National 2 / 22e journée / Saint-Priest – NO, samedi 21 mars à 18 heures. Il y a trois mois, on se serait inquiété d’un second déplacement d’affilée pour les Crocos. Beaucoup moins maintenant…
À domicile, aux Antonins, il y a un seul Nîmes Olympique, 8 victoires, 2 nuls et 1 défaite pour s’être oublié deux minutes contre Rumilly (1-2 avec des buts haut-savoyards aux 83 et 85e). À l’extérieur, il y a deux Nîmes : un d’août à novembre, avant Cannes, et un de décembre à mars, suite au voyage sur la Côte d’Azur (0-0).
Le premier n’avait ramené qu’un seul succès, un hold-up à Toulon (1-0) pour un nul et trois revers. Le deuxième en est à deux victoires, deux nuls et un échec à Istres, dans des circonstances particulières, sur fond de conflit interne.
Cannes, le tournant
Il y a trois mois, on se serait inquiété d’un second déplacement d’affilée. Beaucoup moins maintenant. Car les Crocos restent sur trois matches sans encaisser de but hors de leurs bases (2-0 à Saint-Raphaël, 2-0 à Bobigny, 0-0 à Créteil) portant à 13 le nombre impressionnant de clean sheet pour le gardien Salamone.
Staff et joueurs ont tiré les leçons des déconvenues à Goal FC et à Saint-Maur (battus deux fois 2-0), notamment. Ils ont su s’adapter, et changer.
« Depuis Cannes, on joue de façon différente à l’extérieur, confirme l’entraîneur, Mickaël Gas. Pourtant, quand j’ai des convictions, je m’y tiens, mais on s’est rendu compte que l’on ne pouvait pas jouer pareil qu’aux Antonins, pas toujours s’ouvrir. Qu’il fallait être moins gourmands, savoir faire le dos rond. Des fois, oui, on refuse un peu le jeu. En fait, on choisit nos moments… » La seconde période plutôt que la première à Saint-Raphaël (avec des entrants décisifs) ou à Bobigny (en passant à quatre en défense, et avec des remplacements encore gagnants), le début du 2e acte et la fin de partie à Créteil, sans trouver la faille cette fois-ci.
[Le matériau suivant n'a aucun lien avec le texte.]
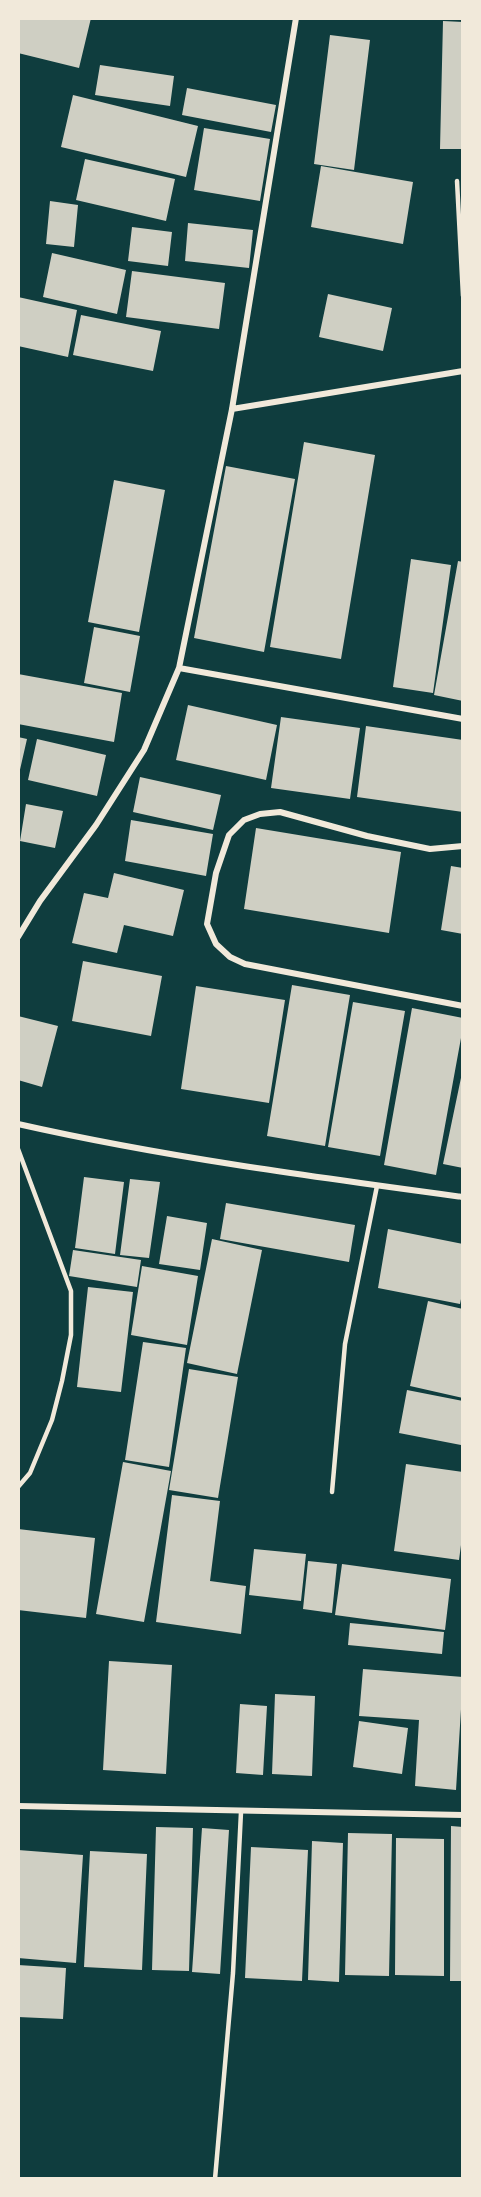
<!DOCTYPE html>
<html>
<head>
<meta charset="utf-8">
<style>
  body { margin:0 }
  #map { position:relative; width:481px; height:2197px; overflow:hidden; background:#0f3d3e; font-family:Mulish,sans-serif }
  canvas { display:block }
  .frame { position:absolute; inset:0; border:20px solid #f1e9da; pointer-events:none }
</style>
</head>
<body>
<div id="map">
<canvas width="481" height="2197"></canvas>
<div class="frame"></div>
</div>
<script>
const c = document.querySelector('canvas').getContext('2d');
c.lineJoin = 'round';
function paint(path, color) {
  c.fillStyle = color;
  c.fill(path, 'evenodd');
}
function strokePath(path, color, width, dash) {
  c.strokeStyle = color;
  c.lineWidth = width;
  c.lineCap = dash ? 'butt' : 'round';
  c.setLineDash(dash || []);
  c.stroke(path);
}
const building = new Path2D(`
  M18,18H91L79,68L18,53Z
  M443,21L463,22V149H440Z
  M330,35L370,40L354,170L314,164Z
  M100,65L174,76L170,106L95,95Z
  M187,88L276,105L271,132L182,115Z
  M73,95L198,126L186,177L61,147Z
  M204,128L270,139L260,201L194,190Z
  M85,159L175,179L166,221L76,200Z
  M321,166L413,182L403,244L311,227Z
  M50,201L78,205L74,247L46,244Z
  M188,223L253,230L249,268L185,261Z
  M132,227L172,232L168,266L128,261Z
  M52,253L126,270L117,314L43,297Z
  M132,271L225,283L219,329L126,317Z
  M328,294L392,308L383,351L319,337Z
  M18,297L77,310L68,357L18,346Z
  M81,315L161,331L153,371L73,355Z
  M304,442L375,455L341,659L270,647Z
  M226,466L295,479L264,652L194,638Z
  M114,480L165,490L139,632L88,622Z
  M411,559L451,565L433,693L393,687Z
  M458,561L463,562V701L434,695Z
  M94,627L140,636L130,692L84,683Z
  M18,674L122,693L114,742L18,724Z
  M188,705L277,725L266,780L176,760Z
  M281,717L360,728L350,799L271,788Z
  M366,726L463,740V812L357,797Z
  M18,737L27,739L19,774H18Z
  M37,739L106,755L97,796L28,780Z
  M140,777L221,795L213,830L133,812Z
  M26,804L63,811L55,848L20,841Z
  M131,820L213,834L206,876L125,861Z
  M256,828L401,852L389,933L244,909Z
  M451,866L463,868V934L441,930Z
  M114,873L184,890L173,936L124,925L117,953L72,943L84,893L108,898Z
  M83,961L162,976L151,1036L72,1021Z
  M292,985L350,995L325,1146L267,1136Z
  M196,986L285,1000L269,1103L181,1089Z
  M353,1002L405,1011L380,1156L328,1147Z
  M412,1008L463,1018V1027L436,1175L384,1165Z
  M18,1016L58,1026L42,1087L18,1080Z
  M462,1073H463V1168L443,1164Z
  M84,1177L124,1182L115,1254L75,1248Z
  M130,1179L160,1182L149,1258L120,1255Z
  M226,1203L355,1225L349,1262L220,1239Z
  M167,1216L207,1223L200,1270L159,1264Z
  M388,1229L463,1244V1289L460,1304L378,1288Z
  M212,1239L262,1250L237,1374L187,1363Z
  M73,1250L141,1260L137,1287L69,1276Z
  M142,1266L198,1276L187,1345L131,1335Z
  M88,1287L133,1292L121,1392L77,1387Z
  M428,1301L463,1309V1398L410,1386Z
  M143,1342L186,1348L169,1467L125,1460Z
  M189,1369L238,1377L218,1498L169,1490Z
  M407,1390L463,1401L461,1445L399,1433Z
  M123,1462L171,1471L144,1622L96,1614Z
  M406,1464L463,1472V1530L459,1560L394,1551Z
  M172,1495L220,1501L210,1581L246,1586L241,1634L156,1622Z
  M18,1529L95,1538L86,1618L18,1610Z
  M254,1549L306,1554L301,1601L249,1595Z
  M308,1561L337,1564L332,1613L303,1609Z
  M342,1564L451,1579L445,1630L335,1615Z
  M350,1623L444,1632L442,1654L348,1645Z
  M109,1661L172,1665L166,1774L103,1770Z
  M363,1669L463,1677L456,1790L415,1786L419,1720L359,1716Z
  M275,1694L315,1696L312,1776L272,1774Z
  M240,1704L267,1706L263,1775L236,1773Z
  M359,1721L408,1728L402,1774L353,1767Z
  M451,1826L463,1827V1981H450Z
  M156,1827L193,1828L189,1971L152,1970Z
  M202,1828L229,1830L220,1974L192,1972Z
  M348,1833L392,1834L389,1976L345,1975Z
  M396,1838L444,1839V1976L395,1975Z
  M312,1841L343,1843L339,1982L308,1980Z
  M251,1847L308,1850L302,1981L245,1978Z
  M18,1850L83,1855L76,1963L18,1958Z
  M90,1851L147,1854L142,1970L84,1967Z
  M18,1965L66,1968L63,2019L18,2017Z`);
const service = new Path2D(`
  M457,181L463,296
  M18,1149L71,1291V1335L62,1381L52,1420L30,1473L18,1487
  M332,1492L345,1344L377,1186
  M215,2179L233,1973L241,1812`);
const minor = new Path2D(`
  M232,409L463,371
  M179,668L463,719
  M463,846L430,849L367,836L280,812L260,814L244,820L229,835L216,873L207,924L216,944L230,957L245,964L463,1006
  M18,937L40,901L96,825L144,750L179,668L232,409L296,18
  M18,1124C164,1157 314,1177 463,1197
  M18,1806L463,1815`);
paint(building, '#cfcfc3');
strokePath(service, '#f1e9da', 4.5);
strokePath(minor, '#f1e9da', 6);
</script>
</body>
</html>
Deuxième meilleure défense en déplacement, avant-dernière attaque
Au niveau stats, cela donne la 2e meilleure défense pour NO en déplacement (9 buts pris en 10 matches) et l’avant-dernière attaque (6 réalisations seulement, Sylla n°1 avec 2 buts alors qu’il est arrivé en janvier, Depres, Touré, Bennour et Célestin 1). Alors, frileux, ces Crocodiles, hors du Gard ? Plutôt pragmatiques, d’autant, rappelons-le, qu’ils doivent faire sans leur meilleur buteur (Depres) ni leur meilleur passeur (Orinel), qui enchaînent les pépins physiques.
Le coach Mickaël Gas : « Si on peut passer premier, on ne va pas se gêner ! »
Ce qui n’empêche pas leurs coéquipiers, même sans eux, de s’extérioriser. « J’appréhendais Créteil, et ce nul ramené est un bon résultat. Maintenant, à Saint-Priest, on veut prendre les 3 points« , annonce Gas.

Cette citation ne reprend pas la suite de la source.